The Financial Crisis Inquiry Commission issued its report on the financial crisis. The report details the findings of the Commission regarding the causes of the crisis. The Commission was not charged by congress with making recommendations for legislation.

The overall conclusions of the Inquiry Commission are:

  • The crisis was avoidable
  • Widespread failures in financial regulation and supervision proved devastating to the stability of the nation’s financial markets
  • A combination of excessive borrowing, risky investment, and lack of transparency put the financial system on a collision course with crisis
  • The government was ill-prepared for the crisis, and its inconsistent response added to the uncertainty and panic in the financial markets
  • There was a systemic breakdown in accountability and ethics
  • Mortgage-lending standards and the mortgage securitization pipeline lit and spread the flame of contagion and crisis
  • Over-the-counter derivatives contributed significantly to this crisis
  • The failures of credit rating agencies were essential cogs in the wheel of financial destruction

The SEC continued to issue rules to implement Dodd-Frank this week. These include:

  • Say-on-Pay: The Commission adopted rules regarding shareholder approval of executive compensation and golden parachute compensation arrangements.

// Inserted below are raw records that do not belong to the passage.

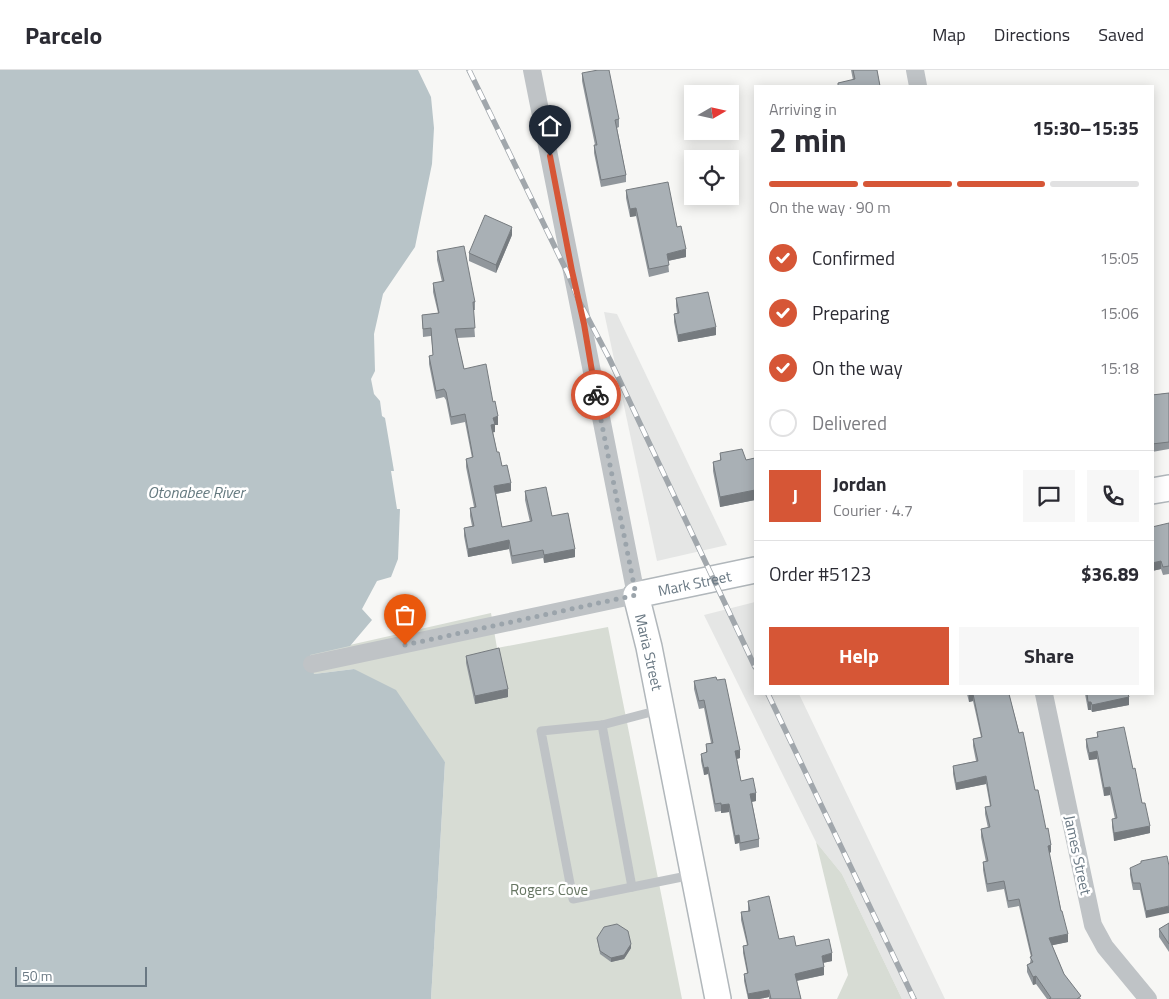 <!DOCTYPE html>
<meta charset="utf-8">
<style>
:root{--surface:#fff;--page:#f7f7f7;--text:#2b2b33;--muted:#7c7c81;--line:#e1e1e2;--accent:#d65636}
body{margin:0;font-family:"Titillium Web",sans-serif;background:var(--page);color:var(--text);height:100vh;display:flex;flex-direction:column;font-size:19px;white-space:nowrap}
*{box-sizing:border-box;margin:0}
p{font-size:16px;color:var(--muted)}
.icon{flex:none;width:28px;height:28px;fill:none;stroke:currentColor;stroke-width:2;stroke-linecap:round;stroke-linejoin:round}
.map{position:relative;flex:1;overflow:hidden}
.sheet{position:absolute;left:754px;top:15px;width:400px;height:610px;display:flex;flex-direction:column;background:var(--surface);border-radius:0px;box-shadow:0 2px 12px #0003}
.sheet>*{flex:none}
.needle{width:32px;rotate:81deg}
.buttons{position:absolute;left:684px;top:15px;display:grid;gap:10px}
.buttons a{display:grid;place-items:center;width:55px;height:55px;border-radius:0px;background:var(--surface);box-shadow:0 2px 12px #0003;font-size:25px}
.scale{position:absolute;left:15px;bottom:12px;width:132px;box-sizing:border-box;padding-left:5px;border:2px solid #697883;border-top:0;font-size:14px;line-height:18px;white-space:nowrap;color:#697883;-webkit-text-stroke:4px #fff;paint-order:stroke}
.pin{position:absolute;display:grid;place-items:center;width:42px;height:42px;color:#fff;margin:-51px -21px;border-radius:50% 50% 50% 0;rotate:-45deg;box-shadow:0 0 5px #0007}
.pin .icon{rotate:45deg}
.courier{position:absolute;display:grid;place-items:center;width:50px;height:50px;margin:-25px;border:4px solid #d65636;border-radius:50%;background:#fff;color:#222;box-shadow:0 1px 6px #0007}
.overview em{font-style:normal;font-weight:700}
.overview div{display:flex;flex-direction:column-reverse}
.overview{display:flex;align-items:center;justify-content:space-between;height:85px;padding:0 15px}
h1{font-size:32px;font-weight:700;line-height:38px}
.bar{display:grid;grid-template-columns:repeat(4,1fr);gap:8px 5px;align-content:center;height:60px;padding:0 15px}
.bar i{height:6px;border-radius:4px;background:var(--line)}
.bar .selected{background:var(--accent)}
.bar p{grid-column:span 4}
.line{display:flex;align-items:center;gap:12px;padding:0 15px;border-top:1px solid var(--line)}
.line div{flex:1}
.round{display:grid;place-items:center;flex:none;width:52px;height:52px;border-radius:0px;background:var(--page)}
ol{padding:0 15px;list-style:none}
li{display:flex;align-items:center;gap:15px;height:55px}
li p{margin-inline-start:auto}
li .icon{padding:5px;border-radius:50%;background:var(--accent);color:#fff;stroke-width:4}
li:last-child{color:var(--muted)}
li i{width:28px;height:28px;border:2px solid var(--line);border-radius:50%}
.cta{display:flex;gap:10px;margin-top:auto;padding:10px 15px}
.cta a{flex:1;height:58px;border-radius:0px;background:var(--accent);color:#fff;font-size:20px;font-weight:700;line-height:58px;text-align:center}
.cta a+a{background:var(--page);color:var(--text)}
header{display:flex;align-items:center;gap:30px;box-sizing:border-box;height:70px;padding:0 25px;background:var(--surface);border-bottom:1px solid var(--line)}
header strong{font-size:24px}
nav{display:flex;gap:28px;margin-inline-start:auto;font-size:18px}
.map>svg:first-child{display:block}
</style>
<header>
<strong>Parcelo</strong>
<nav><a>Map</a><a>Directions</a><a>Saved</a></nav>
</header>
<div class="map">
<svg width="1169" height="929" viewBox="0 0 1169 929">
<rect width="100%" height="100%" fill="#f7f7f5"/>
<g fill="#e5e6e5">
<path d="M604,242L617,244L727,475L657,491Z"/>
<path d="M755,532V624H799L945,929H902L842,804L816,772L704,545Z"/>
</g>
<g fill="#d7dcd4">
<path d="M491,543L497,578L608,557L682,929H431L445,692L354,599L314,604L310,584Z"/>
<path d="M816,772L842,804L902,929H837L848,905Z"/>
</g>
<path fill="#b8c4c8" d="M0,0H418L431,27L434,58L432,94L415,177L383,224L374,264L375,301L371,309L374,324L380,331L382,346L385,348L394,401H391L397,439H400L398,489L391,507L377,511L362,539L372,550L350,576L310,585L314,604L354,599L396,620L445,692L431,929H0Z"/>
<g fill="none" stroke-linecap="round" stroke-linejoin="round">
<defs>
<g id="secondary">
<path d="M1152,421L1169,418"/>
<path id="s1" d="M718,929L649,577L636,525L755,500"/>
</g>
</defs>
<use href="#secondary" stroke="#b1b7bb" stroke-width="28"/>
<g stroke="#bfc3c6" stroke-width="9">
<path d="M659,640L602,655L541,661L573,829L692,805"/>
<path d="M602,655L632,817"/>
</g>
<g stroke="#bfc3c6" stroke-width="18">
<path d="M915,0L918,16"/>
<path d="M312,594L636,525C601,350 568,175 532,0"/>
<path d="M1044,624L1093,855L1105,877L1148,929"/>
</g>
<use href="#secondary" stroke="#fff" stroke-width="25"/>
<defs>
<g id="rail">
<path d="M469,0L568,204L578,229L610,290L755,597"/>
<path d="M768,624L914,929"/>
</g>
</defs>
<use href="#rail" stroke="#a1a7ac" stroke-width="5.5"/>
<use href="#rail" stroke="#fff" stroke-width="4" stroke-dasharray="11" stroke-linecap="butt"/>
</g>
<g fill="#91979c">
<path d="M851,0H877L880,16H838V13L853,10Z"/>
<path d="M582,3L619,49V57L617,58L626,105V112L601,117L594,83V75H595L582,11Z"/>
<path d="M626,120L686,187L668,191L669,202L649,207L636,146L630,147L626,128Z"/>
<path d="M512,165L496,203L469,191V183Z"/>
<path d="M437,181L475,232V240H473L475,267L457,268L464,299L498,355H495V362H493L497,382L511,421L496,424L502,457L530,452L525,430V421L552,446L575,487L544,493L543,488L512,494L509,479L468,487L464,466V458L472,456L470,446V438L474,437L466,397V389L472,388L465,352L451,355L446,330L444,327L436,329L429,294V286L433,285L431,266L423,267L422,245L438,243L433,222V213L442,212L437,190Z"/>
<path d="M676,228L716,265L678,272L674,252V244L677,243L676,236Z"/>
<path d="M1169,323V379L1152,382V325Z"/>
<path d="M720,383L746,390L755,388V430L720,437L713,401V392L720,391Z"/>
<path d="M1169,453V504L1163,505L1161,499L1152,501Z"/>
<path d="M466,586L508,627L475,634L466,593Z"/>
<path d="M694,611L740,688L737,689L741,711L756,731L752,732L759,769V777L740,781L739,773L735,774L729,742L721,743V741L715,742L708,704L704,705L701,691V684L706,683V674L711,673L704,638L699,639L694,619Z"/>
<path d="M967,624H1009L1051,782L1049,783L1068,872L1052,875L1064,904L1081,929H1047L1036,914L1033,915L1027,902V895L1030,893L1031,887L1019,836L1008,838L1004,819L987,822L983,800V792H986L981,767V759L988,758L985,744V737L990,736L986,714L956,720L953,704V696L976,691L973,676V669L981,667L973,631L969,632Z"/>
<path d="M1085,624H1128L1129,635L1092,642L1091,640H1088Z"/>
<path d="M1097,662L1133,699L1150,763L1114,771L1112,757V749H1115L1110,725L1104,726L1097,689L1089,690L1086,677V669L1097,667Z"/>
<path d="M1169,796L1146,848L1140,820H1133L1130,805V798Z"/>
<path d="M748,831L779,869L832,891L823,893L824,905L797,911L801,929H769V927L759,929H748L744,911V904L747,903L743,883V876L747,875L741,850V842L748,841Z"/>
<path d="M1169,853V882L1159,867V859Z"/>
<path d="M597,868L631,878L624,889L611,892L600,884Z"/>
</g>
<g fill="#767b7f">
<path d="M636,138V146L630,147V139Z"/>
<path d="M512,157V165L496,203V195Z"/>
<path d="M686,179V187L667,191V184Z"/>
<path d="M716,257V265L678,272V265Z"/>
<path d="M498,346V355H495V362L491,363V355L493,348Z"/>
<path d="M511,413V421L494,424V416Z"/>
<path d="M755,420V430L720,437V427Z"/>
<path d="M509,470V479L468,487V479Z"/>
<path d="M575,479V487L544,493V485Z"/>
<path d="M1161,491V499L1152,501V493Z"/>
<path d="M508,619V627L475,634V626Z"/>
<path d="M969,624H973V631L969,632Z"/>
<path d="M1129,627V635L1092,642V635Z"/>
<rect x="1088" y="632" width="3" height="8"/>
<path d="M740,680V688L735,689V681Z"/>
<path d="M1097,681V689L1089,690V683Z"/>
<path d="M708,697V704L704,705V698Z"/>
<path d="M986,706V714L956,720V713Z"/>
<path d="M1110,717V725L1104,726V718Z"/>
<path d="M756,723V731L750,732V724Z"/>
<path d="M729,734V742L721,743V735Z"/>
<path d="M1150,756V763L1114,771V763Z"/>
<path d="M739,765V773L735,774V766Z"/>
<path d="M1051,775V782L1048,784V776Z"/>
<path d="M1169,836V843L1146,848V841Z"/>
<path d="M1068,864V872L1049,876V868Z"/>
<path d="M631,874V878L624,889L611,892V888Z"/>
<path d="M832,883V891L822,893V886Z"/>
<path d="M824,897V905L795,911V904Z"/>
<path d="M1036,906V914L1033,915V907Z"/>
<path d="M769,920V927L759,929H748V924Z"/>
</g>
<g fill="#a9b0b5" stroke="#767b7f">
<path d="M598,0H609L619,49L615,50L626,105L601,110L594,75H597L582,3Z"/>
<path d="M853,0H877L880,16H838V13L855,9Z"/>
<path d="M668,112L677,157L681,156L686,179L667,184L669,195L649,199L636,138L630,139L626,120Z"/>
<path d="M485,145L512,157L496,195L469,183Z"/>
<path d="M464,176L475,232H473L475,258L455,259L464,299L486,294L493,332L495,331L498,346L493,348L495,354L491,355L497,382H499L502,396L507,395L511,413L494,416L502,457L532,451L525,421L546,417L552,446L568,443L575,479L544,485L543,480L512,486L509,470L468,479L464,458L474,456L470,438L476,437L466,389L473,387L465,344L451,347L446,322L444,319L436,321L429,286L433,285L431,258L423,259L422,245L439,243L433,213L444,211L437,181Z"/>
<path d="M708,222L716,257L678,265L674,244L679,243L676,228Z"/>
<path d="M1169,323V372L1152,374V325Z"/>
<path d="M742,379L746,390L755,388V420L720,427L713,392L721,390L720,383Z"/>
<path d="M1169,453V496L1163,497L1161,491L1152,493V457Z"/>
<path d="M499,578L508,619L475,626L466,586Z"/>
<path d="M716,607L717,610L725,609L740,680L735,681L741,711L753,708L756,723L750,724L759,769L740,773L739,765L735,766L729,734L721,735V733L715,734L708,697L704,698L701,684L707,682L706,674L713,673L704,630L699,631L694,611Z"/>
<path d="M973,624H1009L1019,663L1023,662L1035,720H1038L1046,759L1048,758L1051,775L1048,776L1061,841H1062L1068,864L1049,868L1064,904L1081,926L1077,929H1049L1051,928L1036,906L1033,907L1027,895L1033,892L1030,887L1032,886L1019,829L1008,831L1004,811L987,814L983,792L988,791L981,759L990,757L985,737L991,736L986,706L956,713L953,696L978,691L973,669L982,667Z"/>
<path d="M1087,624H1128L1129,627L1092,635L1091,632H1088Z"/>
<path d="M1124,657L1133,699L1135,698L1142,733H1145L1150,756L1114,763L1112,749L1117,748L1110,717L1104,718L1097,681L1089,683L1086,669L1098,667L1097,662Z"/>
<path d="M1167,786L1169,796V836L1146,841L1140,813H1133L1130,798L1141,793V791Z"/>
<path d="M769,826L779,869L794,866L796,876L829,869L832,883L822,886L824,897L795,904L801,929H771L769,920L748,924L744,904L748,903L743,876L748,875L741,842L750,841L748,831Z"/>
<path d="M1169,853V874L1159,859Z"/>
<path d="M617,854L628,861L631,874L624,885L611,888L600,881L597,868L604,857Z"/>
</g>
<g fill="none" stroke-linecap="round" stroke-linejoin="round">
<path stroke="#9ba4ab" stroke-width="5" stroke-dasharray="0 9" d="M405,575L636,525L596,325"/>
<path stroke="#d65636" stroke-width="6" d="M550,86L572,201L584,254L596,325"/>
</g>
<g text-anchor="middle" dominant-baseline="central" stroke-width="5" stroke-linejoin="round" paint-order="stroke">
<g font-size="15" fill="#697883" stroke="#fff">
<text stroke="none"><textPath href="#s1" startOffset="472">Mark Street</textPath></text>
<text transform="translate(649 582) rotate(77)">Maria Street</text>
<text transform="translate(1078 785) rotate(78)">James Street</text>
</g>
<g font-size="15" fill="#677663" stroke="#fff">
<text x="549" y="819">Rogers Cove</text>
</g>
<g font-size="16" font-style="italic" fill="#64797f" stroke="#fff">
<text x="196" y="422">Otonabee River</text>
</g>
</g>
</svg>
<div class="buttons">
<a><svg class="needle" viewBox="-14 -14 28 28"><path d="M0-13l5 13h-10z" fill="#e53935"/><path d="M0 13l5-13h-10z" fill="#7c7c81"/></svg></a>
<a><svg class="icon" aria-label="locate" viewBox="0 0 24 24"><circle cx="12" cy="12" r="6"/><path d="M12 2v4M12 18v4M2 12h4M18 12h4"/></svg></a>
</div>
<div class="scale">50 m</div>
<div class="pin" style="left:405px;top:575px;background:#ea580c"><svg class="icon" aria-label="bag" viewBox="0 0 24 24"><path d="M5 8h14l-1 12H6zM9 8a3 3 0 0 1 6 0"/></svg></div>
<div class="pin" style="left:550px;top:86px;background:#1f2937"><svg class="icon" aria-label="home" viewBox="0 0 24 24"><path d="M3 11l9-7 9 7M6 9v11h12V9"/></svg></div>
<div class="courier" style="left:596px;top:325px"><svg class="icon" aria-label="bike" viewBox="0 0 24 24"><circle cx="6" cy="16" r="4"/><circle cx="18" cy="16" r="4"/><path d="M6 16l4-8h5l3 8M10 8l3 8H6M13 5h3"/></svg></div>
<section class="sheet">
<div class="overview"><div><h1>2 min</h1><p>Arriving in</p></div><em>15:30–15:35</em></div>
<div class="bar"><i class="selected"></i><i class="selected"></i><i class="selected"></i><i></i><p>On the way · 90 m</p></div>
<ol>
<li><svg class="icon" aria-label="check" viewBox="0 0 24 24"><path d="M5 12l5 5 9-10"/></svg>Confirmed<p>15:05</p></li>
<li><svg class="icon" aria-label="check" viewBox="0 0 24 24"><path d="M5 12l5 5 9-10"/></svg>Preparing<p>15:06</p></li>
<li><svg class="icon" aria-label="check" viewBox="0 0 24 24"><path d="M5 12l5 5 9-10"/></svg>On the way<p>15:18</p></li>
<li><i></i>Delivered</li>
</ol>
<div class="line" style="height:90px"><b class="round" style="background:var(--accent);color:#fff">J</b><div><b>Jordan</b><p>Courier · 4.7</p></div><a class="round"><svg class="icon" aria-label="chat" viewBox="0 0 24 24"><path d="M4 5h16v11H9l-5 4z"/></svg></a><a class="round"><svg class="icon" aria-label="phone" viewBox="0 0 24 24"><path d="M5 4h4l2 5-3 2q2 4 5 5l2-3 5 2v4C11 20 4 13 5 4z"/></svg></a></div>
<div class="line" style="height:65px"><div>Order #5123</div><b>$36.89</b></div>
<div class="cta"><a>Help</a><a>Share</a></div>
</section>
</div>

Under these rules companies will be required to specify that say-on-pay votes will occur at lest every three years. They will also be required to hold a “frequency” vote at least every six years to permit shareholder to decide how often they want to be presented with the say-on-pay vote. Additional disclosures will also be required regarding “golden parachute” compensation.
  • Accredited investors: The SEC proposed rules for the adoption of new standards for accredited investors which would exclude the value of the investor’s primary residence in determining net worth.
  • Disclosure by private funds: The Commission proposed rules which would require a registered investment adviser who manages one or more private funds to periodically furnish certain information which would remain confidential. The information is for use by the Financial Stability Oversight Council in monitoring risk to the U.S. financial system.

The Commission also released a staff Study Recommending a Uniform Fiduciary Stand of Conduct for Broker-Dealers and Investment Advisers. The study proposes that the standard be at least as stringent as the current standard for investment advisers under the Advisers Act. Commissioners Kathleen Casey and Torey Paredes opposed the release of the study arguing it does not fulfill the statutory mandate of Section 913 of Dodd-Frank which requires it to evaluate the effectiveness of existing legal and regulatory standards on this subject.